___ Records to process ___

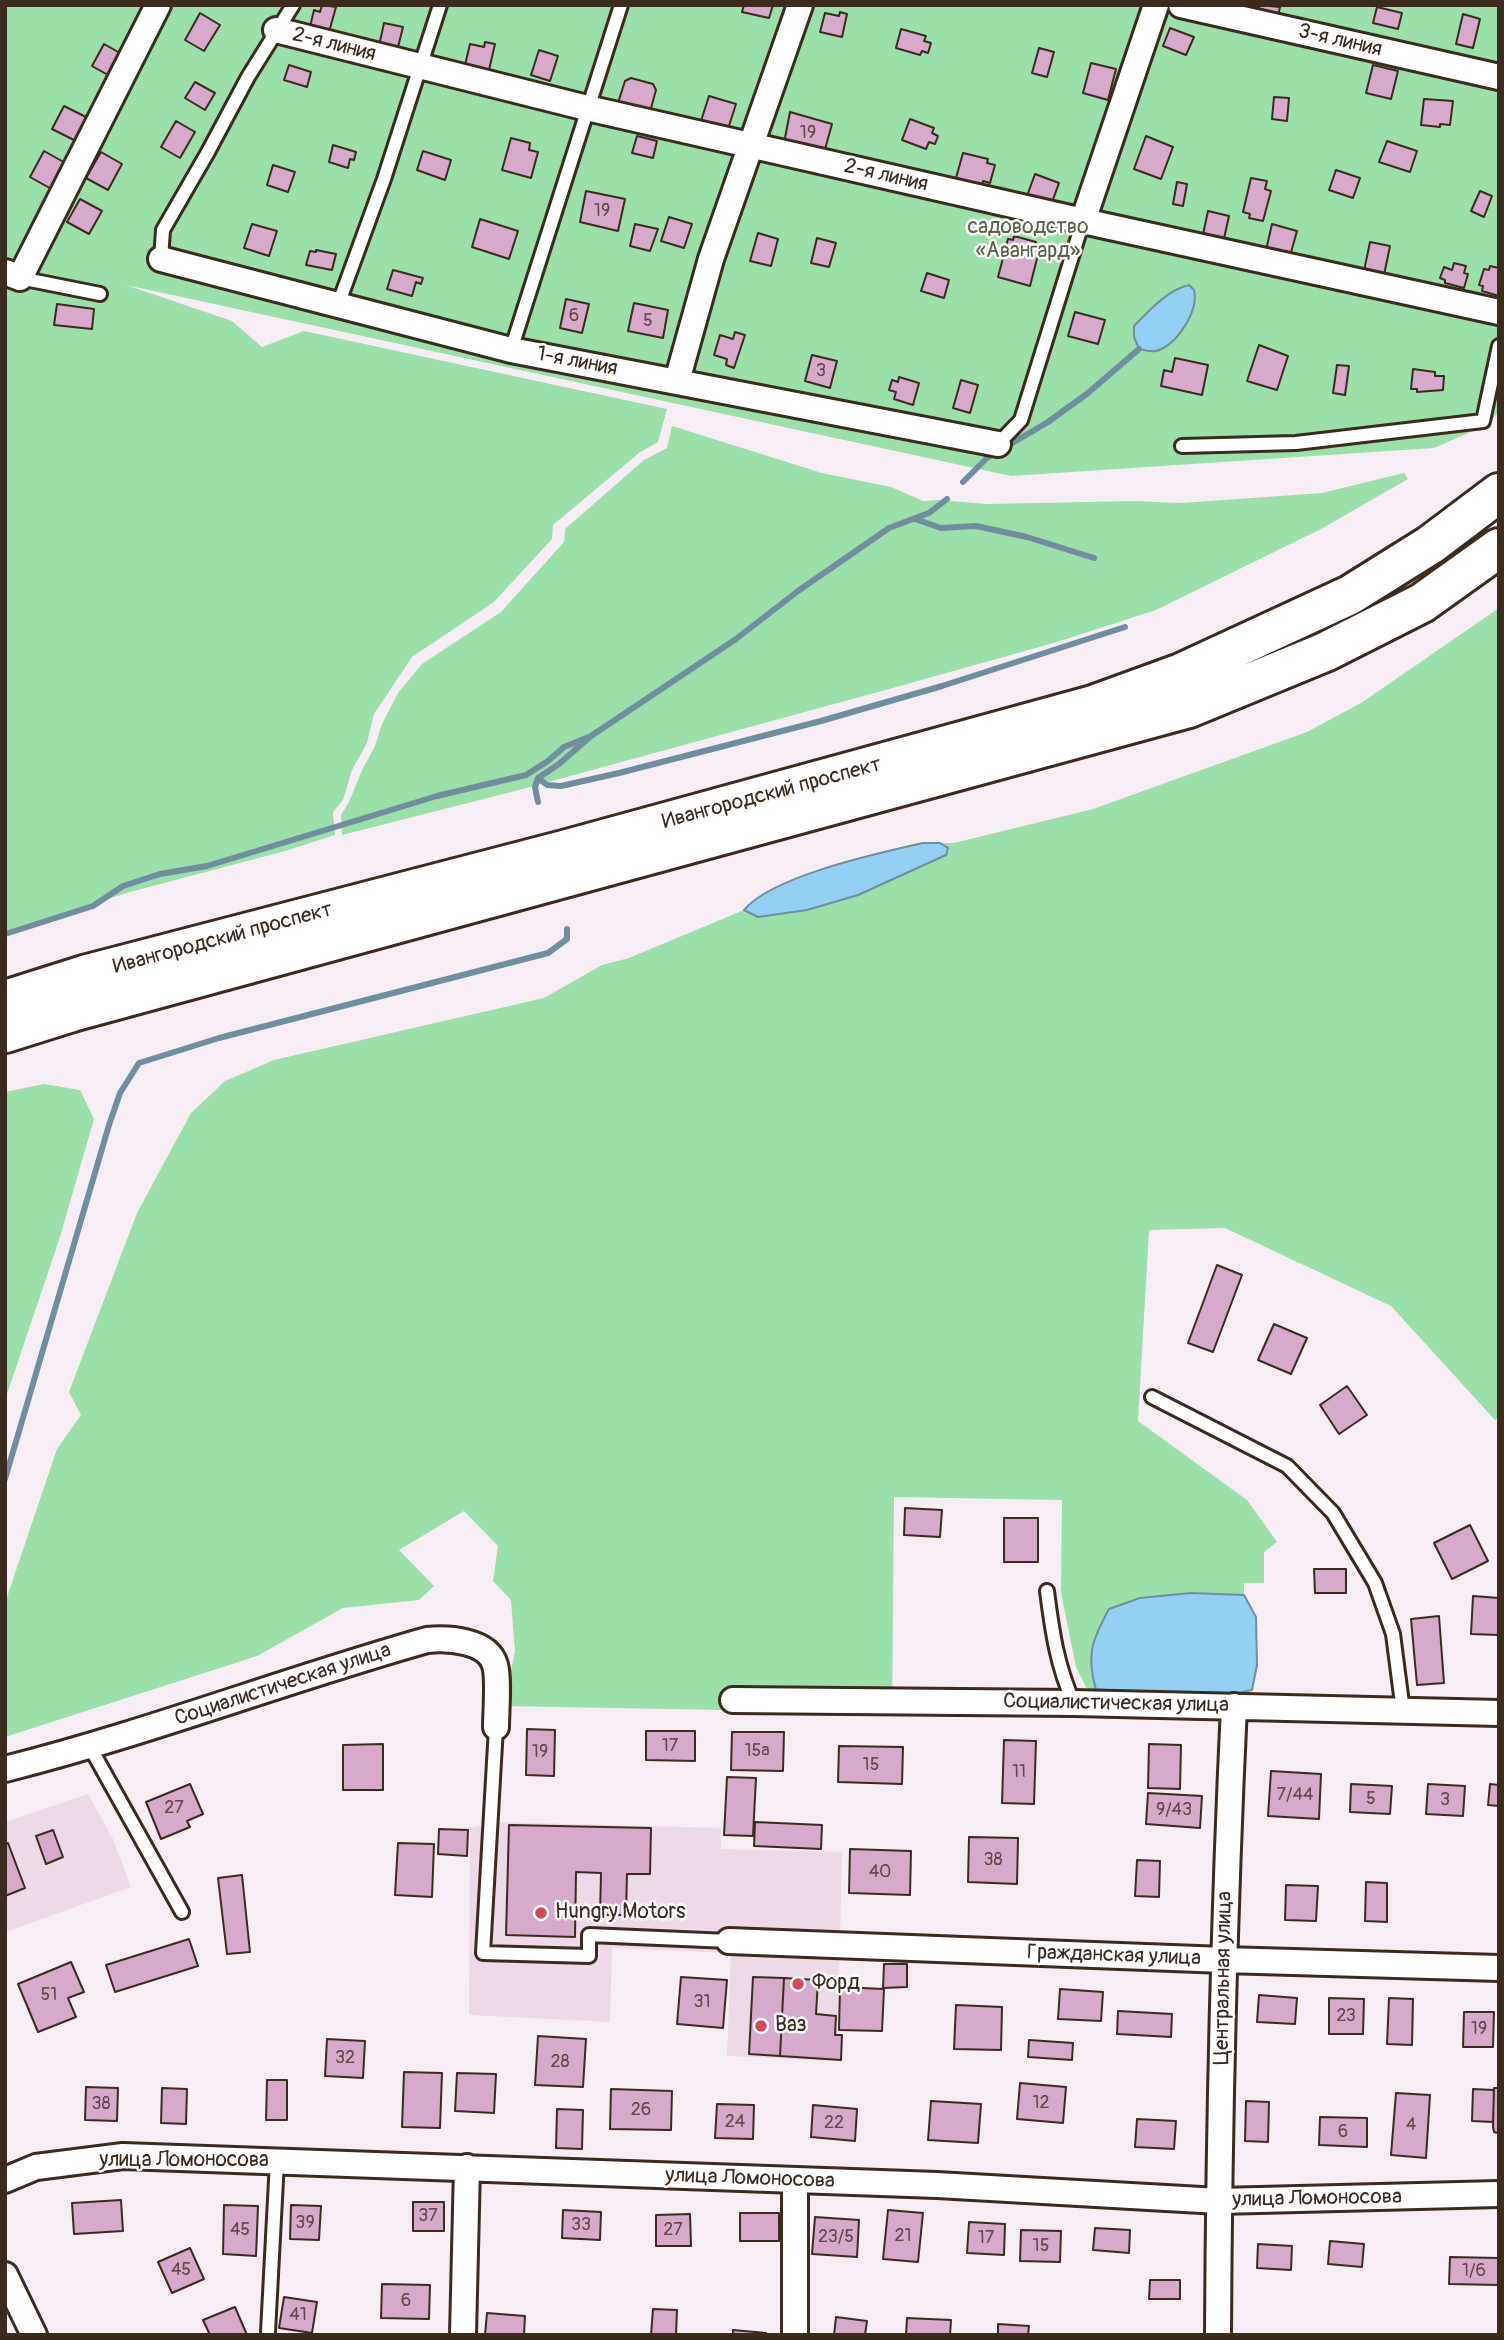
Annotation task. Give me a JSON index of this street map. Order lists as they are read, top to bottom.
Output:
{
  "streets": {
    "highway": ["Ивангородский проспект"],
    "street": [
      "3-я линия",
      "2-я линия",
      "1-я линия",
      "Социалистическая улица",
      "Гражданская улица",
      "Центральная улица",
      "улица Ломоносова"
    ]
  },
  "crossings": [
    ["Социалистическая улица", "Центральная улица"],
    ["Гражданская улица", "Центральная улица"],
    ["Центральная улица", "улица Ломоносова"]
  ],
  "parks": ["садоводство «Авангард»"],
  "places": ["Hungry Motors", "Форд", "Ваз"],
  "house_numbers": [
    "19",
    "19",
    "6",
    "5",
    "3",
    "17",
    "15а",
    "19",
    "15",
    "11",
    "7/44",
    "5",
    "3",
    "27",
    "9/43",
    "38",
    "40",
    "51",
    "31",
    "23",
    "19",
    "32",
    "28",
    "12",
    "38",
    "26",
    "24",
    "22",
    "4",
    "6",
    "37",
    "39",
    "33",
    "45",
    "27",
    "21",
    "23/5",
    "17",
    "15",
    "45",
    "1/6",
    "6",
    "41"
  ]
}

___

### Task requirements
Look through the data above. Each line containing the word "улица" needs to be copied.

### Result below
      "Социалистическая улица",
      "Гражданская улица",
      "Центральная улица",
      "улица Ломоносова"
    ["Социалистическая улица", "Центральная улица"],
    ["Гражданская улица", "Центральная улица"],
    ["Центральная улица", "улица Ломоносова"]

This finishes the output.